* _Activity_
Could you restate the data below word for word, without its pictures?

Recorded data:
+ + +
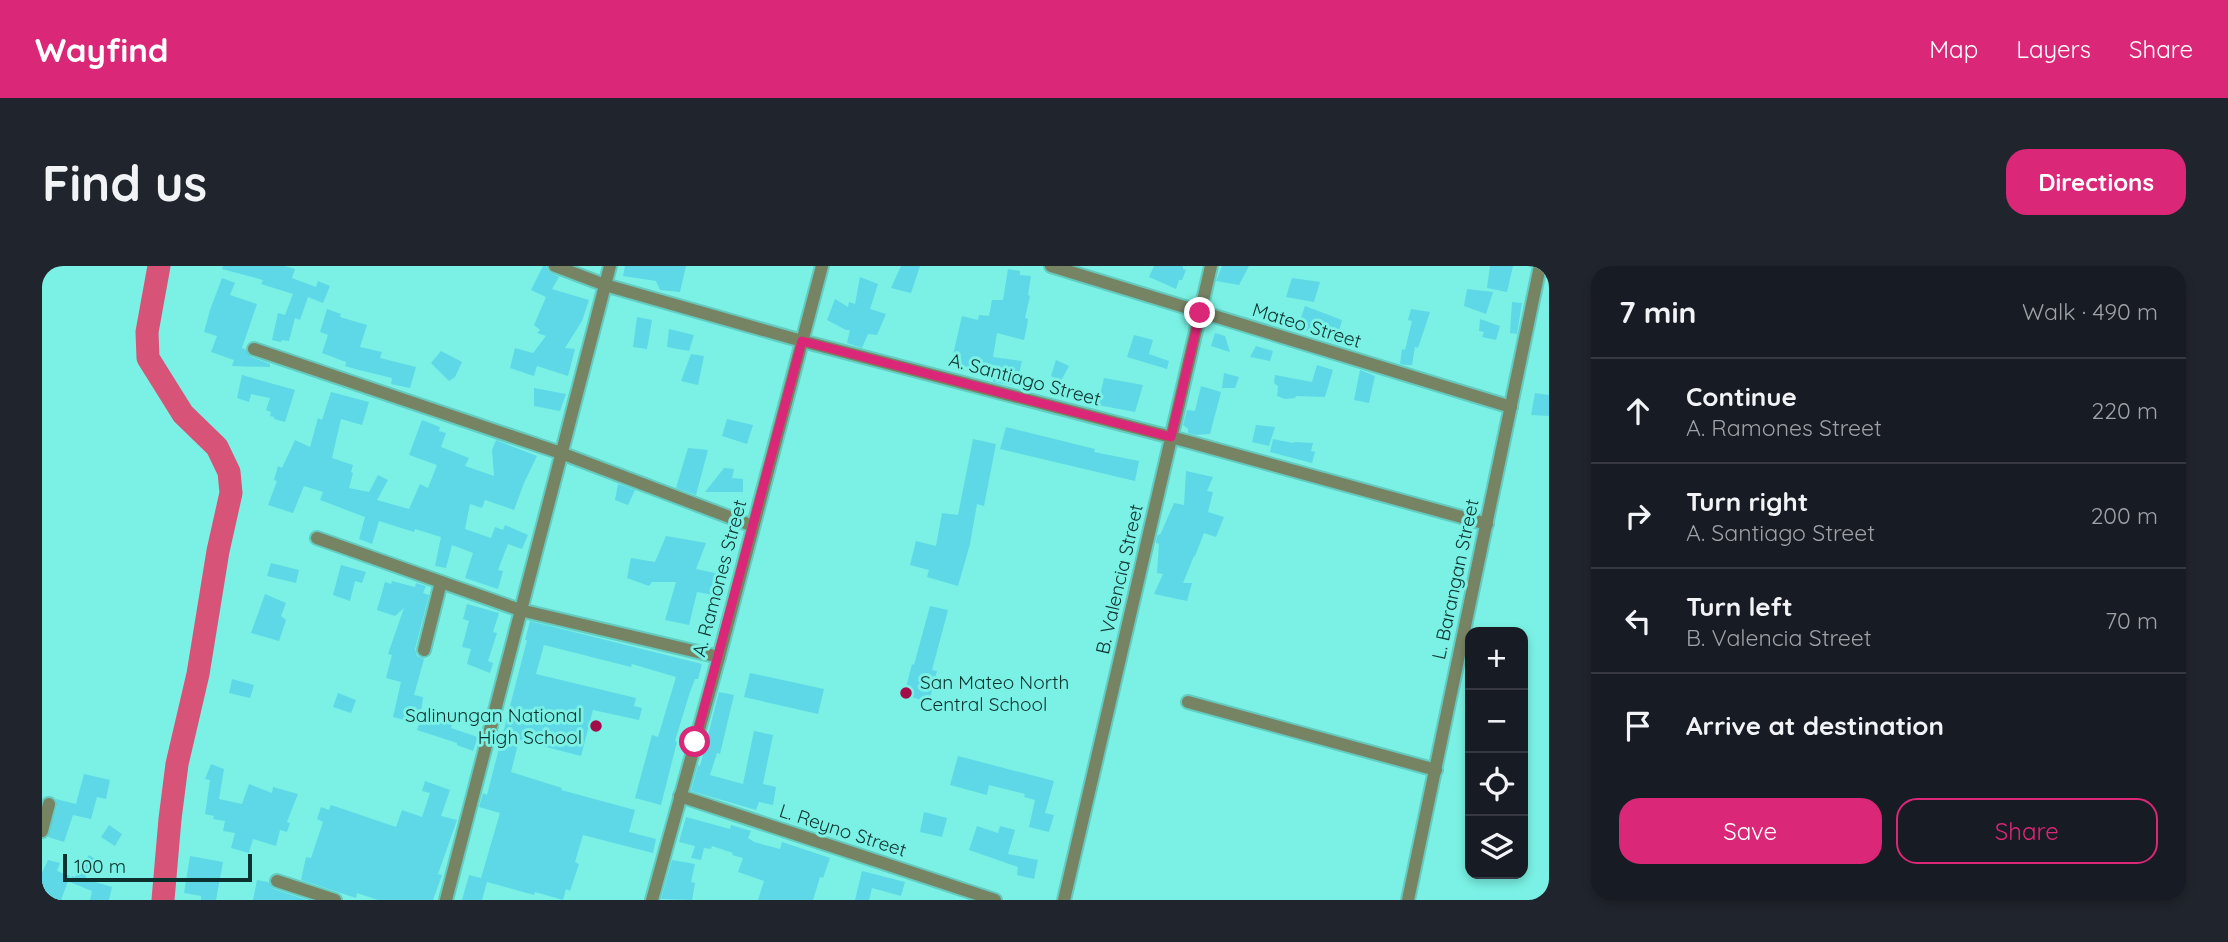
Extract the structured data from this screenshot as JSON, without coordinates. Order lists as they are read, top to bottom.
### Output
{
  "streets": {
    "street": [
      "Mateo Street",
      "A. Santiago Street",
      "A. Ramones Street",
      "B. Valencia Street",
      "L. Barangan Street",
      "L. Reyno Street"
    ]
  },
  "crossings": [
    ["Mateo Street", "B. Valencia Street"],
    ["Mateo Street", "L. Barangan Street"],
    ["A. Santiago Street", "A. Ramones Street"],
    ["A. Santiago Street", "B. Valencia Street"],
    ["A. Santiago Street", "L. Barangan Street"],
    ["A. Ramones Street", "L. Reyno Street"]
  ],
  "places": ["San Mateo North Central School", "Salinungan National High School"],
  "scale_bar": "100 m",
  "page": {
    "header": "Wayfind",
    "nav": ["Map", "Layers", "Share"],
    "buttons": [
      "Directions",
      ["Save", "Share"]
    ],
    "title": "Find us",
    "heading": ["7 min", "Walk · 490 m"],
    "list": [
      ["Continue", "A. Ramones Street", "220 m"],
      ["Turn right", "A. Santiago Street", "200 m"],
      ["Turn left", "B. Valencia Street", "70 m"],
      "Arrive at destination"
    ],
    "map_buttons": ["+", "−"],
    "scale": "100 m"
  }
}
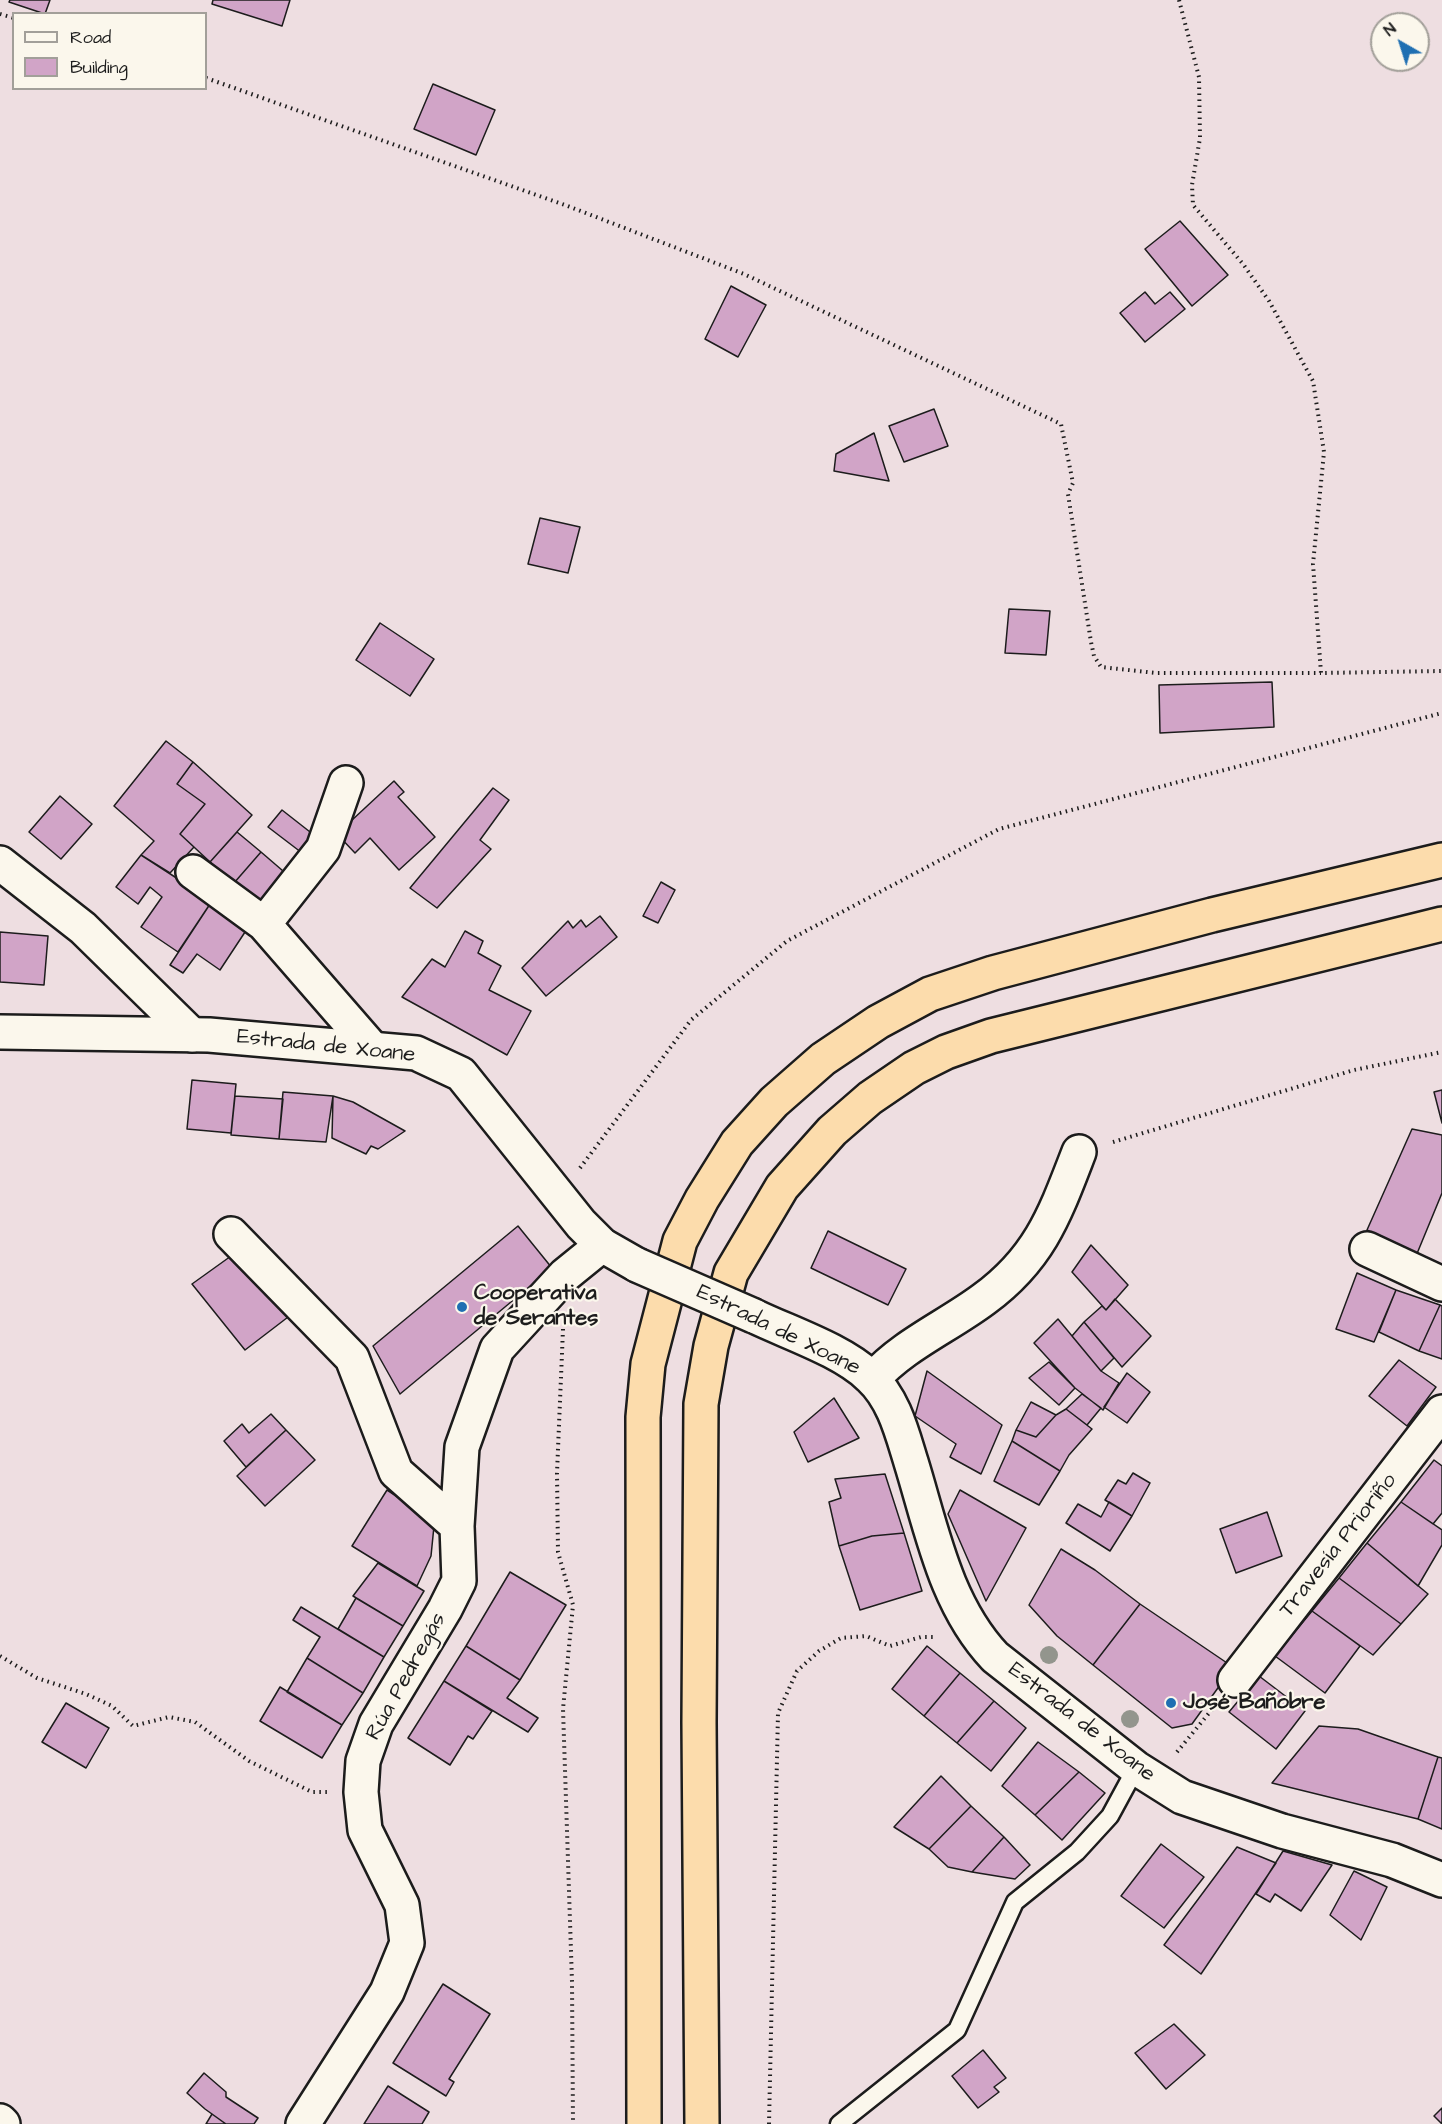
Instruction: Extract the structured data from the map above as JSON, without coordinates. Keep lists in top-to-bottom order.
{
  "streets": {
    "street": ["Estrada de Xoane", "Travesía Prioriño", "Rúa Pedregás"]
  },
  "crossings": [
    ["Estrada de Xoane", "Rúa Pedregás"]
  ],
  "places": ["Cooperativa de Serantes", "José Bañobre"],
  "legend": ["Road", "Building"],
  "north": "top left"
}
+ + +
* _Result of the task_
Extract the structured data from this screenshot as JSON, without coordinates. Order lists as they are read, top to bottom.
### Output
{
  "streets": {
    "street": [
      "Mateo Street",
      "A. Santiago Street",
      "A. Ramones Street",
      "B. Valencia Street",
      "L. Barangan Street",
      "L. Reyno Street"
    ]
  },
  "crossings": [
    ["Mateo Street", "B. Valencia Street"],
    ["Mateo Street", "L. Barangan Street"],
    ["A. Santiago Street", "A. Ramones Street"],
    ["A. Santiago Street", "B. Valencia Street"],
    ["A. Santiago Street", "L. Barangan Street"],
    ["A. Ramones Street", "L. Reyno Street"]
  ],
  "places": ["San Mateo North Central School", "Salinungan National High School"],
  "scale_bar": "100 m",
  "page": {
    "header": "Wayfind",
    "nav": ["Map", "Layers", "Share"],
    "buttons": [
      "Directions",
      ["Save", "Share"]
    ],
    "title": "Find us",
    "heading": ["7 min", "Walk · 490 m"],
    "list": [
      ["Continue", "A. Ramones Street", "220 m"],
      ["Turn right", "A. Santiago Street", "200 m"],
      ["Turn left", "B. Valencia Street", "70 m"],
      "Arrive at destination"
    ],
    "map_buttons": ["+", "−"],
    "scale": "100 m"
  }
}
Instruction: Extract the structured data from the map above as JSON, without coordinates. Keep lists in top-to-bottom order.
{
  "streets": {
    "street": ["Estrada de Xoane", "Travesía Prioriño", "Rúa Pedregás"]
  },
  "crossings": [
    ["Estrada de Xoane", "Rúa Pedregás"]
  ],
  "places": ["Cooperativa de Serantes", "José Bañobre"],
  "legend": ["Road", "Building"],
  "north": "top left"
}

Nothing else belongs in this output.